(Stored data)
——————————
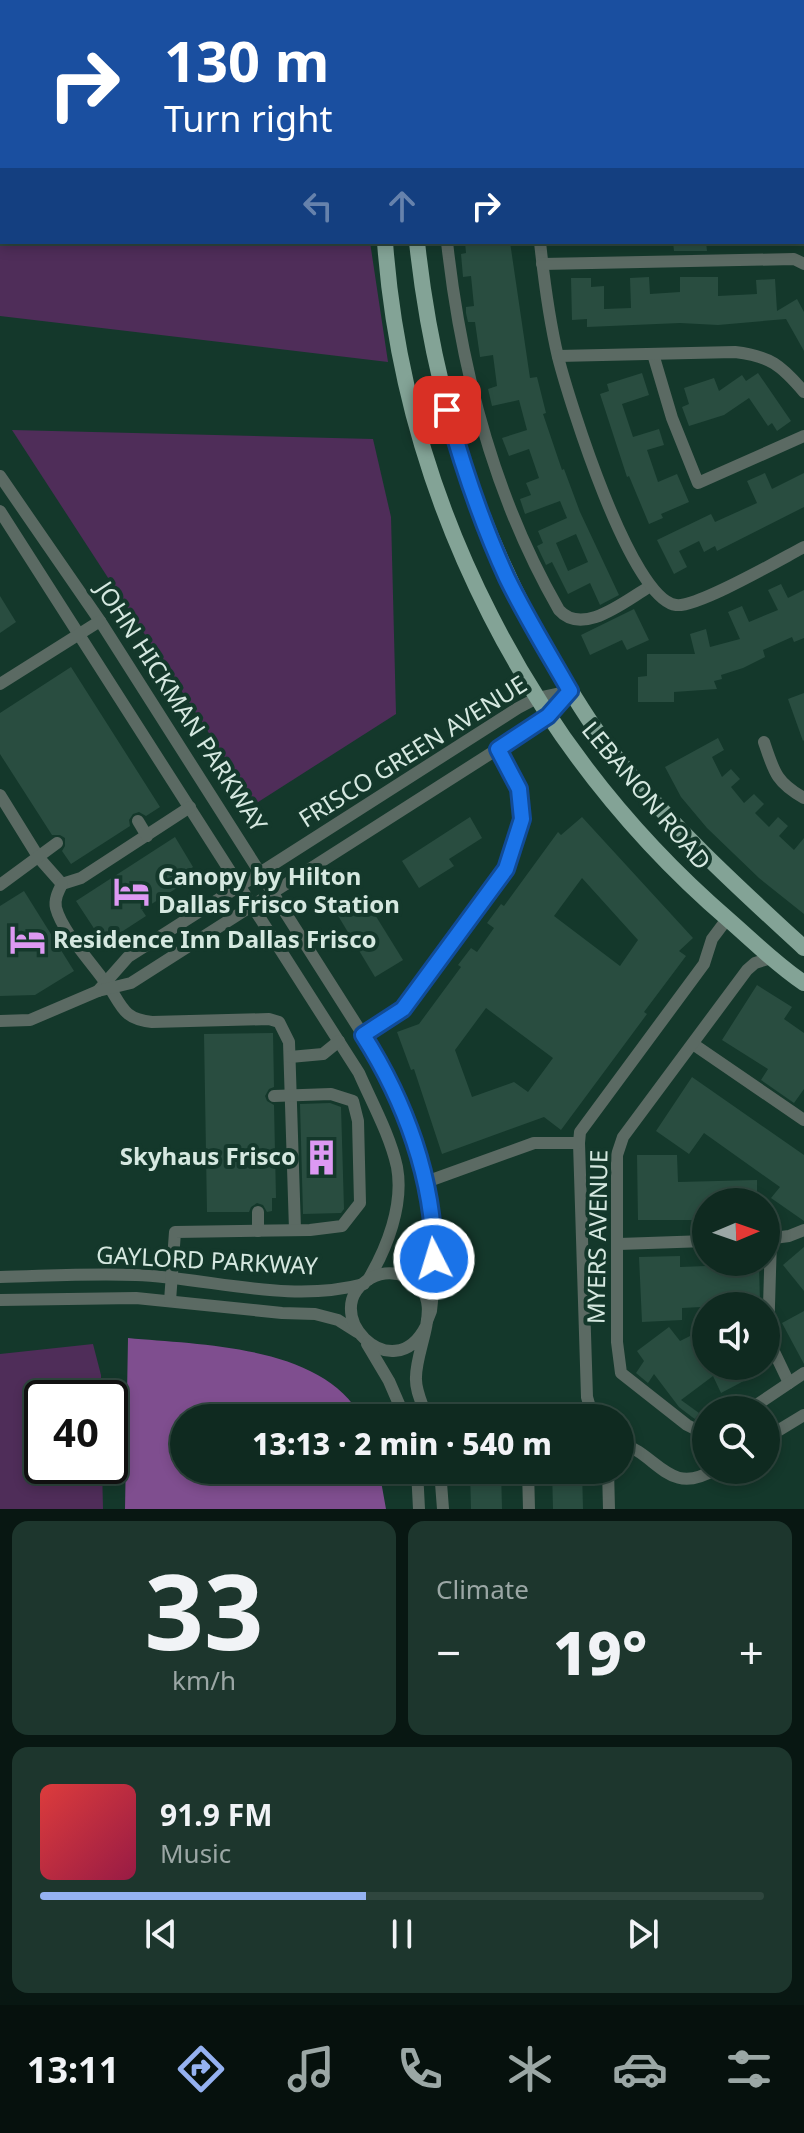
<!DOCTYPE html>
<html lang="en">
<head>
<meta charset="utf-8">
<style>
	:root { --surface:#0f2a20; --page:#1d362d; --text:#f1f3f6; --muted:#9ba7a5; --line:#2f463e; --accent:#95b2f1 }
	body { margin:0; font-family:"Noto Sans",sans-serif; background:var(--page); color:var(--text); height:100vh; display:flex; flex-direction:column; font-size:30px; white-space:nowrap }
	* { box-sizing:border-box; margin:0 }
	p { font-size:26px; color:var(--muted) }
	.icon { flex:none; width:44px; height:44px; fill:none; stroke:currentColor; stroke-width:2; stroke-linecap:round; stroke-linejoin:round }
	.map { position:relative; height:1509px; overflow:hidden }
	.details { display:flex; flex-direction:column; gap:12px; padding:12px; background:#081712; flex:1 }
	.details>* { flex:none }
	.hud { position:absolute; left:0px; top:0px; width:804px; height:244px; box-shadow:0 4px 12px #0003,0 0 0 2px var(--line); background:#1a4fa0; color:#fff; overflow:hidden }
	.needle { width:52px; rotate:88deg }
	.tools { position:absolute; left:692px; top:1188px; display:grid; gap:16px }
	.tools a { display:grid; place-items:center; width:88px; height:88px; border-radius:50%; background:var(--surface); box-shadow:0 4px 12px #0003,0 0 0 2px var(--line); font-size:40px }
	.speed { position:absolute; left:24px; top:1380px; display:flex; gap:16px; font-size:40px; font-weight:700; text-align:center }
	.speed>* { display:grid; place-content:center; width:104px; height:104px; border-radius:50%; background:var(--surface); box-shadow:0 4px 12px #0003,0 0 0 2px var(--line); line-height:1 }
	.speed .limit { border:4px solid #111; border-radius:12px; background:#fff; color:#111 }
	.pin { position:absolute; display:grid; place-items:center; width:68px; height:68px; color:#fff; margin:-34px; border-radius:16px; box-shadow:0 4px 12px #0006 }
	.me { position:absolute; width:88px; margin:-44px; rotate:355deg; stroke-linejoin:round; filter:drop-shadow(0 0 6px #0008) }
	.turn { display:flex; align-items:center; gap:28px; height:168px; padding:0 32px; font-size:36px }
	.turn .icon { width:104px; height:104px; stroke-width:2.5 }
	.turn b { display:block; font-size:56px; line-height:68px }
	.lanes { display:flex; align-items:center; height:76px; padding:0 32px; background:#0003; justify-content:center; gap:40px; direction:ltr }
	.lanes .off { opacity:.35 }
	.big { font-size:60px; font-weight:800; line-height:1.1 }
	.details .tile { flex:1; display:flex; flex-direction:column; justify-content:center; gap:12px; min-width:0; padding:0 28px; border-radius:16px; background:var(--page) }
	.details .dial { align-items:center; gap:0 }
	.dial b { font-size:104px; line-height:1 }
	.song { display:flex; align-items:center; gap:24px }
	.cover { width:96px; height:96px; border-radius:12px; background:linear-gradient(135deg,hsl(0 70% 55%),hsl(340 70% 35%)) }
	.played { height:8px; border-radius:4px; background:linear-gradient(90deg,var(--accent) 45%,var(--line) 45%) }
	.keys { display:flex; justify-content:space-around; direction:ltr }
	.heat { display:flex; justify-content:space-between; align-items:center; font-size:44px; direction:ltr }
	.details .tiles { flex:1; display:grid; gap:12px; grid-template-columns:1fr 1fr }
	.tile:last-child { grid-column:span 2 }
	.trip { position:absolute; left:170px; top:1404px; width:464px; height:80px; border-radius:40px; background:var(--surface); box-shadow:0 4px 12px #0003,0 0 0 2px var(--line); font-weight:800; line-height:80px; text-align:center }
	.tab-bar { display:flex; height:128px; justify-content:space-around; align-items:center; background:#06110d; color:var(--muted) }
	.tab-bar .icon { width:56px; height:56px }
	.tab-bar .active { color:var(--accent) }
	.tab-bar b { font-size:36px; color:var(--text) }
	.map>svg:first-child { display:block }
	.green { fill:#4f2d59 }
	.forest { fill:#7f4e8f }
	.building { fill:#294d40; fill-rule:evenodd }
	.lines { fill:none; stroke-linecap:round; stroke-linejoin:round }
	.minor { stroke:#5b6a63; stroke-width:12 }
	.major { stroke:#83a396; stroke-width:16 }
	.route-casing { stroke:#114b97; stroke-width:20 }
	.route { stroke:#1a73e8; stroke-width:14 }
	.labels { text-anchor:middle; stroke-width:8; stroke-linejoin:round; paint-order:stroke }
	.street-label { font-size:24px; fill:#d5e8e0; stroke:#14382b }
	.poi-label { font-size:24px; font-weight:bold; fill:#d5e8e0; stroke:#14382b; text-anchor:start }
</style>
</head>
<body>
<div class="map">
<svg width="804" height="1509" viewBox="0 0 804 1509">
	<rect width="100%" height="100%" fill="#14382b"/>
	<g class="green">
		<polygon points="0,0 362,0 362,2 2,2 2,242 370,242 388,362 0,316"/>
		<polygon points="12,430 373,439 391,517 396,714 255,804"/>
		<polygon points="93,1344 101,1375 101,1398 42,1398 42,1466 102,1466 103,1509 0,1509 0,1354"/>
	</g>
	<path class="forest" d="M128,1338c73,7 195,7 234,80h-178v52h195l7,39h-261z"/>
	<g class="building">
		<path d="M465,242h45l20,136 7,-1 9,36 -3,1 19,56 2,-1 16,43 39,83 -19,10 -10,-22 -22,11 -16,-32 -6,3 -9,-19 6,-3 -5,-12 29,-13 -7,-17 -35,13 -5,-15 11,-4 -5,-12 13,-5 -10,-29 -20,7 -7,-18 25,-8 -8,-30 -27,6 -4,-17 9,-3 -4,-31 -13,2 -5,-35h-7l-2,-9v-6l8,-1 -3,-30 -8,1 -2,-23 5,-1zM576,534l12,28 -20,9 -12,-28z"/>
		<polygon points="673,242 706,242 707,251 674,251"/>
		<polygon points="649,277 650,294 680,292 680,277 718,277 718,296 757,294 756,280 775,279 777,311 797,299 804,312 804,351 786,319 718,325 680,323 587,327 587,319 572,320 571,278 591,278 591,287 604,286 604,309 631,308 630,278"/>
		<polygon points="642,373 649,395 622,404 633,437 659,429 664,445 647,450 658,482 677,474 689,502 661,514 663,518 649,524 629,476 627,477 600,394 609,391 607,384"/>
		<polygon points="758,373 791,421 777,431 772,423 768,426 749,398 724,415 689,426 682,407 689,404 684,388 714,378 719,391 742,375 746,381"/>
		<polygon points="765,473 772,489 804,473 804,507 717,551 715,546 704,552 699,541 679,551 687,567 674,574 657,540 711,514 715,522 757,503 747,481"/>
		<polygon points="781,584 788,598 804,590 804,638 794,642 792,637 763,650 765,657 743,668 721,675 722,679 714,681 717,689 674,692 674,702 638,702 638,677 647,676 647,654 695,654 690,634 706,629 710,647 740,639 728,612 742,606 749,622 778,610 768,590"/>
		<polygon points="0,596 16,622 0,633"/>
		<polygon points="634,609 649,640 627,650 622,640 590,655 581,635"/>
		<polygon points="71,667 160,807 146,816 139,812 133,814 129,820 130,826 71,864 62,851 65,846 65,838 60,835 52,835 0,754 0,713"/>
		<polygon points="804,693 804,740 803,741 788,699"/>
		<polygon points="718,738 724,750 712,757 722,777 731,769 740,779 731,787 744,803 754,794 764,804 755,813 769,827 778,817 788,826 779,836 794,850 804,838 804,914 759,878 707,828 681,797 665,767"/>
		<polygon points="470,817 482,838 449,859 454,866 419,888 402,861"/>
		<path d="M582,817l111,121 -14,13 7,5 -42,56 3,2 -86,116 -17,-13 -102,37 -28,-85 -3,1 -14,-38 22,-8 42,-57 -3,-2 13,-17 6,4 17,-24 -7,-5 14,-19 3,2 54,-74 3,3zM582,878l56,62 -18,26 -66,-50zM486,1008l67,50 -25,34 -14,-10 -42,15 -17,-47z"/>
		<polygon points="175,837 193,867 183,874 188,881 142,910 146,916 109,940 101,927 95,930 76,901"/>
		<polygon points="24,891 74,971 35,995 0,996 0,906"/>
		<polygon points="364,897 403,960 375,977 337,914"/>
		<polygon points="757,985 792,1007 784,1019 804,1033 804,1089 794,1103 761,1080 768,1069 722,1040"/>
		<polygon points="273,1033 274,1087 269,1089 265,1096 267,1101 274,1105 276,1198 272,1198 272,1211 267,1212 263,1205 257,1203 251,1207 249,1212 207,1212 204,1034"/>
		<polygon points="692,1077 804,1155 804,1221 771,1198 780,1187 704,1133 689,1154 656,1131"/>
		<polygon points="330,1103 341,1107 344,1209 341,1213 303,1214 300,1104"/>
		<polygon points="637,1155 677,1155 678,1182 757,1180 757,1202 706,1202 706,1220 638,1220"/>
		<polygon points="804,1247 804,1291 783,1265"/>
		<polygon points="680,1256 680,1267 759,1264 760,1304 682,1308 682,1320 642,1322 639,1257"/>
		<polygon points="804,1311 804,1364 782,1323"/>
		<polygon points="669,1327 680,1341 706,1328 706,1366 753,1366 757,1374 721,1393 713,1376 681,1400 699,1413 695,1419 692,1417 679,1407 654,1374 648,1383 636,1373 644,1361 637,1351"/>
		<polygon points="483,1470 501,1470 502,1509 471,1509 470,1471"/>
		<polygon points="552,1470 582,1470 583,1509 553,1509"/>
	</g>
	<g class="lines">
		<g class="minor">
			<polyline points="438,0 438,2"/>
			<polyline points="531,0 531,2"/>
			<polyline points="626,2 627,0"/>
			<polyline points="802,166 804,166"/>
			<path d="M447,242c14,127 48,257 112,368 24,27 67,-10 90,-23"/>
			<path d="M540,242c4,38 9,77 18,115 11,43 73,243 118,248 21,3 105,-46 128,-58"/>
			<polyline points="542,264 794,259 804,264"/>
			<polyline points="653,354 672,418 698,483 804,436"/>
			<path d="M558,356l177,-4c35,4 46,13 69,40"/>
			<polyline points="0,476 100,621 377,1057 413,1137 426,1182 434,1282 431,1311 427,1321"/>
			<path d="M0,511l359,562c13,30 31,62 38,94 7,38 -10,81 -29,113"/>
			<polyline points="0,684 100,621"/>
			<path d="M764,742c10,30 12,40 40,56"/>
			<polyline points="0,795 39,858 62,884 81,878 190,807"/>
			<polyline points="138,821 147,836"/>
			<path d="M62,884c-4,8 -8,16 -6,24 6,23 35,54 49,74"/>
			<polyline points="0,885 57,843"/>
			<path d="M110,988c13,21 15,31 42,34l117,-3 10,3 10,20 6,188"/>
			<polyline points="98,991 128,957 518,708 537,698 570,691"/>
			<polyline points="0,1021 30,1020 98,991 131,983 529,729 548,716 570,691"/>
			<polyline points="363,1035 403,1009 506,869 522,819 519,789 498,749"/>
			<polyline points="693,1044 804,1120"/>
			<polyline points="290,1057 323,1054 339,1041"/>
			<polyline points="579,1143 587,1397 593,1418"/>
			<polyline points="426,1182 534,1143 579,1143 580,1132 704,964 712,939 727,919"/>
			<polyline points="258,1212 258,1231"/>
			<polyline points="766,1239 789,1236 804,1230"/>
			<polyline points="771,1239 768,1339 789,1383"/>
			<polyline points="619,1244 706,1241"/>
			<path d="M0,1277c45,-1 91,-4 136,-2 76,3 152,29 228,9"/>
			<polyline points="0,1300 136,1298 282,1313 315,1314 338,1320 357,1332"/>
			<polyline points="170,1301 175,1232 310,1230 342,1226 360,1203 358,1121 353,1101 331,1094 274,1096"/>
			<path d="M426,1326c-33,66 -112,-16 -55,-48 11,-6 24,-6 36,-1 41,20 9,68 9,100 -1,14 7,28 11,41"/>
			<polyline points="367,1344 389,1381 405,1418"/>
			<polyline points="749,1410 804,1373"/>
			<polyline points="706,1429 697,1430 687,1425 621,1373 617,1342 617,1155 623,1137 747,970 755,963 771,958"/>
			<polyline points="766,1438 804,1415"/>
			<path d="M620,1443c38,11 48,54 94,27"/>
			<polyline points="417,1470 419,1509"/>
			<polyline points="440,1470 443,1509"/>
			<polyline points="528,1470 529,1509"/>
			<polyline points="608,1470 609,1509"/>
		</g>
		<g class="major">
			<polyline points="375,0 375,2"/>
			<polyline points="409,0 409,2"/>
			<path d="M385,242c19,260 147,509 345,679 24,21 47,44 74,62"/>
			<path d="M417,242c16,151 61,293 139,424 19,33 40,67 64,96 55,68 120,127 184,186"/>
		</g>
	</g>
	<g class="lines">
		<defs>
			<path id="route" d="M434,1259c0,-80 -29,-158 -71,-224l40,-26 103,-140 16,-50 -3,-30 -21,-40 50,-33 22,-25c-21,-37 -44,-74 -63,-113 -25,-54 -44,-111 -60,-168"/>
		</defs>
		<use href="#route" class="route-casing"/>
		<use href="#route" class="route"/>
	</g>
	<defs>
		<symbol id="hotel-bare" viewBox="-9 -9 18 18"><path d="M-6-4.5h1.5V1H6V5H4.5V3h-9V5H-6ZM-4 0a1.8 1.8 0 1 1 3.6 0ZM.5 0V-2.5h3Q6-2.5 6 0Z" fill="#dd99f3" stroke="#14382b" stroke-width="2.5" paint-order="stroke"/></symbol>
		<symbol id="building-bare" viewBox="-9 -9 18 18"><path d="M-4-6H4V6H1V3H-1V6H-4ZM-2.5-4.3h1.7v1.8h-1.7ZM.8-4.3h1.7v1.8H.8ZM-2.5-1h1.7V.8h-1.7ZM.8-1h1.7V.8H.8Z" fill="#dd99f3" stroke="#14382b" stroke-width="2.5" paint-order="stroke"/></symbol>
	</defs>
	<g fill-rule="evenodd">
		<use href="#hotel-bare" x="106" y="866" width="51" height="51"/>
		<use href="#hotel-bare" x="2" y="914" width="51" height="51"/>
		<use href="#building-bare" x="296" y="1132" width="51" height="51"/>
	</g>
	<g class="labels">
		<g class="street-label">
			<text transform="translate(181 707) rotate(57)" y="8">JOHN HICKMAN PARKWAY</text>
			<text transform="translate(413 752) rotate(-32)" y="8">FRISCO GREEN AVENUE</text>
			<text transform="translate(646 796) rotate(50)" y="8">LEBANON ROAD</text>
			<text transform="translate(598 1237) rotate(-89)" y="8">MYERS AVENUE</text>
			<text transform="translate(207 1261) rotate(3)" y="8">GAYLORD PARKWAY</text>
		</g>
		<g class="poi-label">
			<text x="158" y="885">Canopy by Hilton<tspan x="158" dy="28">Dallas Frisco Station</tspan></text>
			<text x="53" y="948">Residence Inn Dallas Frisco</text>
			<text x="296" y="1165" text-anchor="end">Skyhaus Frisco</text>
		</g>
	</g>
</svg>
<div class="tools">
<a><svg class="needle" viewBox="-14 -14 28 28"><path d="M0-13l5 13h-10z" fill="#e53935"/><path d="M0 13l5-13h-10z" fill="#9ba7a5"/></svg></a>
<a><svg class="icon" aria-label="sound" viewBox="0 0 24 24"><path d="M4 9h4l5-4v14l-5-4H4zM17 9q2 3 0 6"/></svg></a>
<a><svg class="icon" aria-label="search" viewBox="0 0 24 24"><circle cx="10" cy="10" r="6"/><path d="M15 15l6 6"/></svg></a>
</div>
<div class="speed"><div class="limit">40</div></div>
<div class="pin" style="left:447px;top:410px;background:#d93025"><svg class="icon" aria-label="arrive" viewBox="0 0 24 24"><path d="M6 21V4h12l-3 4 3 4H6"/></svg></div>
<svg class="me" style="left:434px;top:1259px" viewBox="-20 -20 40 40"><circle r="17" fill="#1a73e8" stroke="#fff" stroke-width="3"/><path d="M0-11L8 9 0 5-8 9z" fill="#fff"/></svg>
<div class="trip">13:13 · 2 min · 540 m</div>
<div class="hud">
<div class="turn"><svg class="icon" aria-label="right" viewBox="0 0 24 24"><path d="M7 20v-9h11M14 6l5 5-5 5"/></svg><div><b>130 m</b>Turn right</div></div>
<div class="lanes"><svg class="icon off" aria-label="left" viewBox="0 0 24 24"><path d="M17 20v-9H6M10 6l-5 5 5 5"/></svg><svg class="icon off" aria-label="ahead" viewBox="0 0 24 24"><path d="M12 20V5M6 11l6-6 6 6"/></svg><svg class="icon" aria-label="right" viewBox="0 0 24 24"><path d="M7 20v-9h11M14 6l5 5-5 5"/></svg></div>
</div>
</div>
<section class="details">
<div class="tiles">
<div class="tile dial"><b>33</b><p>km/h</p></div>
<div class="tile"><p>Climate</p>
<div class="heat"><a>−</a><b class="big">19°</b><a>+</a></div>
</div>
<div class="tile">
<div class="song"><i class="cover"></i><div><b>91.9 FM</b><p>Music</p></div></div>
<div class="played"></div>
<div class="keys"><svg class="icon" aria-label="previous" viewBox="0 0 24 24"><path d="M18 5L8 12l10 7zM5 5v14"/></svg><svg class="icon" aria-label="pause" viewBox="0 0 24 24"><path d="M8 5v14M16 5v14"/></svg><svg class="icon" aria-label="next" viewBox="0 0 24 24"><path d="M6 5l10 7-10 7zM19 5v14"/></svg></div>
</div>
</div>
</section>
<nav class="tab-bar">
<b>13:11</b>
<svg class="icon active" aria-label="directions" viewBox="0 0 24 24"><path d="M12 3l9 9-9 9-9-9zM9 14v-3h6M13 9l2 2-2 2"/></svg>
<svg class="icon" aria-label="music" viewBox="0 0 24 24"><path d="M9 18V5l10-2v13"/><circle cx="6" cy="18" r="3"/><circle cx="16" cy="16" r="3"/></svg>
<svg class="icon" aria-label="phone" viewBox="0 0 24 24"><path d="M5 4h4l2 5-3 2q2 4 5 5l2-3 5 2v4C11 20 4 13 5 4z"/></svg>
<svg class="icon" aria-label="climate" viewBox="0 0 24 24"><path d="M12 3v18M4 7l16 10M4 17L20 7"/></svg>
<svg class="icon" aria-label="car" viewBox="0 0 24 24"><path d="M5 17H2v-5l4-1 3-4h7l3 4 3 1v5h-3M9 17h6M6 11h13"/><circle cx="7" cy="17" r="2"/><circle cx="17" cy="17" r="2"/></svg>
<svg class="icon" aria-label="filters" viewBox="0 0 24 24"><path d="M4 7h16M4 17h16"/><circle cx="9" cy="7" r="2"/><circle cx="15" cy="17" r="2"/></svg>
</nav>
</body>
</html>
——————————
TASK:
Filter the entries above and return only the lines holding "linear".

SOLUTION BELOW:
	.cover { width:96px; height:96px; border-radius:12px; background:linear-gradient(135deg,hsl(0 70% 55%),hsl(340 70% 35%)) }
	.played { height:8px; border-radius:4px; background:linear-gradient(90deg,var(--accent) 45%,var(--line) 45%) }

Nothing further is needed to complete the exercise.